**About this exercise:** Please restate each entry below, word for word.

Extracted data entries:
*** Begin section ***

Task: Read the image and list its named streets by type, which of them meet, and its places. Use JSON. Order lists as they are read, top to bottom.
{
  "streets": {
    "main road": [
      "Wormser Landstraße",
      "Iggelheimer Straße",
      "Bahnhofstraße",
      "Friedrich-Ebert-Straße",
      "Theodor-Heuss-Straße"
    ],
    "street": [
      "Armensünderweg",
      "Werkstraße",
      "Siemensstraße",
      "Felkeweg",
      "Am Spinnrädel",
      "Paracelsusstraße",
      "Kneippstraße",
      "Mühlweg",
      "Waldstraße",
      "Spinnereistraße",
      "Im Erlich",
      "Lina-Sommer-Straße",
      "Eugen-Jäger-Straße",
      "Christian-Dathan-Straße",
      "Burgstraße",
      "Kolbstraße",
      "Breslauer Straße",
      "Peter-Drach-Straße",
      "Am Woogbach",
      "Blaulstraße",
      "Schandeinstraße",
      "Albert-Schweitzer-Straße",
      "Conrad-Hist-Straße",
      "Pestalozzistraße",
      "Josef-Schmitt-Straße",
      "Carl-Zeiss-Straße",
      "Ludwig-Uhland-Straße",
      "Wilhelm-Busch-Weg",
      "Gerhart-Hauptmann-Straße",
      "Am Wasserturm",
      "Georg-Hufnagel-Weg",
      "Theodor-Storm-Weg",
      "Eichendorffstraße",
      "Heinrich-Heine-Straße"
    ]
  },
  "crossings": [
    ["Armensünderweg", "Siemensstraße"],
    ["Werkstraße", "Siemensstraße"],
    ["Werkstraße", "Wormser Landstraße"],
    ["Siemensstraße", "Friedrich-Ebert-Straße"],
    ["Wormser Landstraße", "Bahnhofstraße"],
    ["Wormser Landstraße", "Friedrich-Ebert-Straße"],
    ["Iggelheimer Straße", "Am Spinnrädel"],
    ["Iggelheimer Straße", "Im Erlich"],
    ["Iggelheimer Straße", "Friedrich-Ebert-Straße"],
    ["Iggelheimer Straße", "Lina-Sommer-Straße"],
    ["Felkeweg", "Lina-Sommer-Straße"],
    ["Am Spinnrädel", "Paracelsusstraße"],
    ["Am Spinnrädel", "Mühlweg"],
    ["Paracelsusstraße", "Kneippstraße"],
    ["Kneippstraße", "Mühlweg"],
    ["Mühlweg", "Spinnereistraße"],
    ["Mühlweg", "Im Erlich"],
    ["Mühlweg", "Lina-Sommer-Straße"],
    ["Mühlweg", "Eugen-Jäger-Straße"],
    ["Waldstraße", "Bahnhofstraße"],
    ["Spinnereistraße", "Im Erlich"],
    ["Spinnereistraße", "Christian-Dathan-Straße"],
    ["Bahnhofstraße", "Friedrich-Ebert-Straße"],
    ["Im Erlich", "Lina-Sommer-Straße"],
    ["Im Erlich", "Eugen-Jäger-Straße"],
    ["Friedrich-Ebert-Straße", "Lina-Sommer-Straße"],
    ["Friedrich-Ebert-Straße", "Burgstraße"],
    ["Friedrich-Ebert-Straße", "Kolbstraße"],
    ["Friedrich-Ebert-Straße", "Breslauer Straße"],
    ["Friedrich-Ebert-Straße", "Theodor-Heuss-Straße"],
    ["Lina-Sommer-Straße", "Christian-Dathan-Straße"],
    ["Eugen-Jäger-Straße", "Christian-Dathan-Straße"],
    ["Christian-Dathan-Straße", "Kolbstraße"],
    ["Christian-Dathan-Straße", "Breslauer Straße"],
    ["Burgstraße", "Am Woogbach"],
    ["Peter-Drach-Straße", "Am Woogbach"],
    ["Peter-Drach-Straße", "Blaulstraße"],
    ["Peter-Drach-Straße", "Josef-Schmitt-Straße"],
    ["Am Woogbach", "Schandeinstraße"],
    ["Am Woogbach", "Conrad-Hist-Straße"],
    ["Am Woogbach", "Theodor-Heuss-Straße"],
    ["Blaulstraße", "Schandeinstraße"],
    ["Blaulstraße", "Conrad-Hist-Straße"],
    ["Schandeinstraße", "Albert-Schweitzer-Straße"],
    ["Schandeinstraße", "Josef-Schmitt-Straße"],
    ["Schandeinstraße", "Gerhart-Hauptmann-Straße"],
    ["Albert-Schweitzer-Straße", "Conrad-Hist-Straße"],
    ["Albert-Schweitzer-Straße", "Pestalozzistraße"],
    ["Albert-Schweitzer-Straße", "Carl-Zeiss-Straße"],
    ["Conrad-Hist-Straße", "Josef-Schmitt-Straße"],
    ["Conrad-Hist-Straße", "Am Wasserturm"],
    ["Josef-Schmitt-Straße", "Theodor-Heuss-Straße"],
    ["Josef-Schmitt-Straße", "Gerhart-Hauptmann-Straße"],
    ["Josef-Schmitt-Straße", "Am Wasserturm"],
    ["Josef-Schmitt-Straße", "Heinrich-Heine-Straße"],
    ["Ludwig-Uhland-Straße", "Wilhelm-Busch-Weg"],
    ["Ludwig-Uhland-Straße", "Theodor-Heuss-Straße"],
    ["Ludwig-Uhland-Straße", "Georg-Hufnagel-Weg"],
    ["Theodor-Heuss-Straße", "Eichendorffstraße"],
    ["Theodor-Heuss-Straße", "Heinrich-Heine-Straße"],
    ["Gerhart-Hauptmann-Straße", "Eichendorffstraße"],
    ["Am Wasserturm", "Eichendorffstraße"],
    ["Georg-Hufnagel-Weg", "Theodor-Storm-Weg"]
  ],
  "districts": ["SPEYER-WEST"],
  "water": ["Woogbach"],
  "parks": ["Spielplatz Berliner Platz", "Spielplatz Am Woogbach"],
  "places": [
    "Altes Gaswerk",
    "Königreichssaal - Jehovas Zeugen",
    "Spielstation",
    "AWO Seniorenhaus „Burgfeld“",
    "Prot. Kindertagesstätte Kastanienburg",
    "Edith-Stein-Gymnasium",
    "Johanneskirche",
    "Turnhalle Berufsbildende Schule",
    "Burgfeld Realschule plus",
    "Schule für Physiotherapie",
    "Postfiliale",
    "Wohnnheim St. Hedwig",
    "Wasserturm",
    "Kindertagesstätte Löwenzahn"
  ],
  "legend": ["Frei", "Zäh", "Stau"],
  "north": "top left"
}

*** End section ***

**Exercise response:**
Task: Read the image and list its named streets by type, which of them meet, and its places. Use JSON. Order lists as they are read, top to bottom.
{
  "streets": {
    "main road": [
      "Wormser Landstraße",
      "Iggelheimer Straße",
      "Bahnhofstraße",
      "Friedrich-Ebert-Straße",
      "Theodor-Heuss-Straße"
    ],
    "street": [
      "Armensünderweg",
      "Werkstraße",
      "Siemensstraße",
      "Felkeweg",
      "Am Spinnrädel",
      "Paracelsusstraße",
      "Kneippstraße",
      "Mühlweg",
      "Waldstraße",
      "Spinnereistraße",
      "Im Erlich",
      "Lina-Sommer-Straße",
      "Eugen-Jäger-Straße",
      "Christian-Dathan-Straße",
      "Burgstraße",
      "Kolbstraße",
      "Breslauer Straße",
      "Peter-Drach-Straße",
      "Am Woogbach",
      "Blaulstraße",
      "Schandeinstraße",
      "Albert-Schweitzer-Straße",
      "Conrad-Hist-Straße",
      "Pestalozzistraße",
      "Josef-Schmitt-Straße",
      "Carl-Zeiss-Straße",
      "Ludwig-Uhland-Straße",
      "Wilhelm-Busch-Weg",
      "Gerhart-Hauptmann-Straße",
      "Am Wasserturm",
      "Georg-Hufnagel-Weg",
      "Theodor-Storm-Weg",
      "Eichendorffstraße",
      "Heinrich-Heine-Straße"
    ]
  },
  "crossings": [
    ["Armensünderweg", "Siemensstraße"],
    ["Werkstraße", "Siemensstraße"],
    ["Werkstraße", "Wormser Landstraße"],
    ["Siemensstraße", "Friedrich-Ebert-Straße"],
    ["Wormser Landstraße", "Bahnhofstraße"],
    ["Wormser Landstraße", "Friedrich-Ebert-Straße"],
    ["Iggelheimer Straße", "Am Spinnrädel"],
    ["Iggelheimer Straße", "Im Erlich"],
    ["Iggelheimer Straße", "Friedrich-Ebert-Straße"],
    ["Iggelheimer Straße", "Lina-Sommer-Straße"],
    ["Felkeweg", "Lina-Sommer-Straße"],
    ["Am Spinnrädel", "Paracelsusstraße"],
    ["Am Spinnrädel", "Mühlweg"],
    ["Paracelsusstraße", "Kneippstraße"],
    ["Kneippstraße", "Mühlweg"],
    ["Mühlweg", "Spinnereistraße"],
    ["Mühlweg", "Im Erlich"],
    ["Mühlweg", "Lina-Sommer-Straße"],
    ["Mühlweg", "Eugen-Jäger-Straße"],
    ["Waldstraße", "Bahnhofstraße"],
    ["Spinnereistraße", "Im Erlich"],
    ["Spinnereistraße", "Christian-Dathan-Straße"],
    ["Bahnhofstraße", "Friedrich-Ebert-Straße"],
    ["Im Erlich", "Lina-Sommer-Straße"],
    ["Im Erlich", "Eugen-Jäger-Straße"],
    ["Friedrich-Ebert-Straße", "Lina-Sommer-Straße"],
    ["Friedrich-Ebert-Straße", "Burgstraße"],
    ["Friedrich-Ebert-Straße", "Kolbstraße"],
    ["Friedrich-Ebert-Straße", "Breslauer Straße"],
    ["Friedrich-Ebert-Straße", "Theodor-Heuss-Straße"],
    ["Lina-Sommer-Straße", "Christian-Dathan-Straße"],
    ["Eugen-Jäger-Straße", "Christian-Dathan-Straße"],
    ["Christian-Dathan-Straße", "Kolbstraße"],
    ["Christian-Dathan-Straße", "Breslauer Straße"],
    ["Burgstraße", "Am Woogbach"],
    ["Peter-Drach-Straße", "Am Woogbach"],
    ["Peter-Drach-Straße", "Blaulstraße"],
    ["Peter-Drach-Straße", "Josef-Schmitt-Straße"],
    ["Am Woogbach", "Schandeinstraße"],
    ["Am Woogbach", "Conrad-Hist-Straße"],
    ["Am Woogbach", "Theodor-Heuss-Straße"],
    ["Blaulstraße", "Schandeinstraße"],
    ["Blaulstraße", "Conrad-Hist-Straße"],
    ["Schandeinstraße", "Albert-Schweitzer-Straße"],
    ["Schandeinstraße", "Josef-Schmitt-Straße"],
    ["Schandeinstraße", "Gerhart-Hauptmann-Straße"],
    ["Albert-Schweitzer-Straße", "Conrad-Hist-Straße"],
    ["Albert-Schweitzer-Straße", "Pestalozzistraße"],
    ["Albert-Schweitzer-Straße", "Carl-Zeiss-Straße"],
    ["Conrad-Hist-Straße", "Josef-Schmitt-Straße"],
    ["Conrad-Hist-Straße", "Am Wasserturm"],
    ["Josef-Schmitt-Straße", "Theodor-Heuss-Straße"],
    ["Josef-Schmitt-Straße", "Gerhart-Hauptmann-Straße"],
    ["Josef-Schmitt-Straße", "Am Wasserturm"],
    ["Josef-Schmitt-Straße", "Heinrich-Heine-Straße"],
    ["Ludwig-Uhland-Straße", "Wilhelm-Busch-Weg"],
    ["Ludwig-Uhland-Straße", "Theodor-Heuss-Straße"],
    ["Ludwig-Uhland-Straße", "Georg-Hufnagel-Weg"],
    ["Theodor-Heuss-Straße", "Eichendorffstraße"],
    ["Theodor-Heuss-Straße", "Heinrich-Heine-Straße"],
    ["Gerhart-Hauptmann-Straße", "Eichendorffstraße"],
    ["Am Wasserturm", "Eichendorffstraße"],
    ["Georg-Hufnagel-Weg", "Theodor-Storm-Weg"]
  ],
  "districts": ["SPEYER-WEST"],
  "water": ["Woogbach"],
  "parks": ["Spielplatz Berliner Platz", "Spielplatz Am Woogbach"],
  "places": [
    "Altes Gaswerk",
    "Königreichssaal - Jehovas Zeugen",
    "Spielstation",
    "AWO Seniorenhaus „Burgfeld“",
    "Prot. Kindertagesstätte Kastanienburg",
    "Edith-Stein-Gymnasium",
    "Johanneskirche",
    "Turnhalle Berufsbildende Schule",
    "Burgfeld Realschule plus",
    "Schule für Physiotherapie",
    "Postfiliale",
    "Wohnnheim St. Hedwig",
    "Wasserturm",
    "Kindertagesstätte Löwenzahn"
  ],
  "legend": ["Frei", "Zäh", "Stau"],
  "north": "top left"
}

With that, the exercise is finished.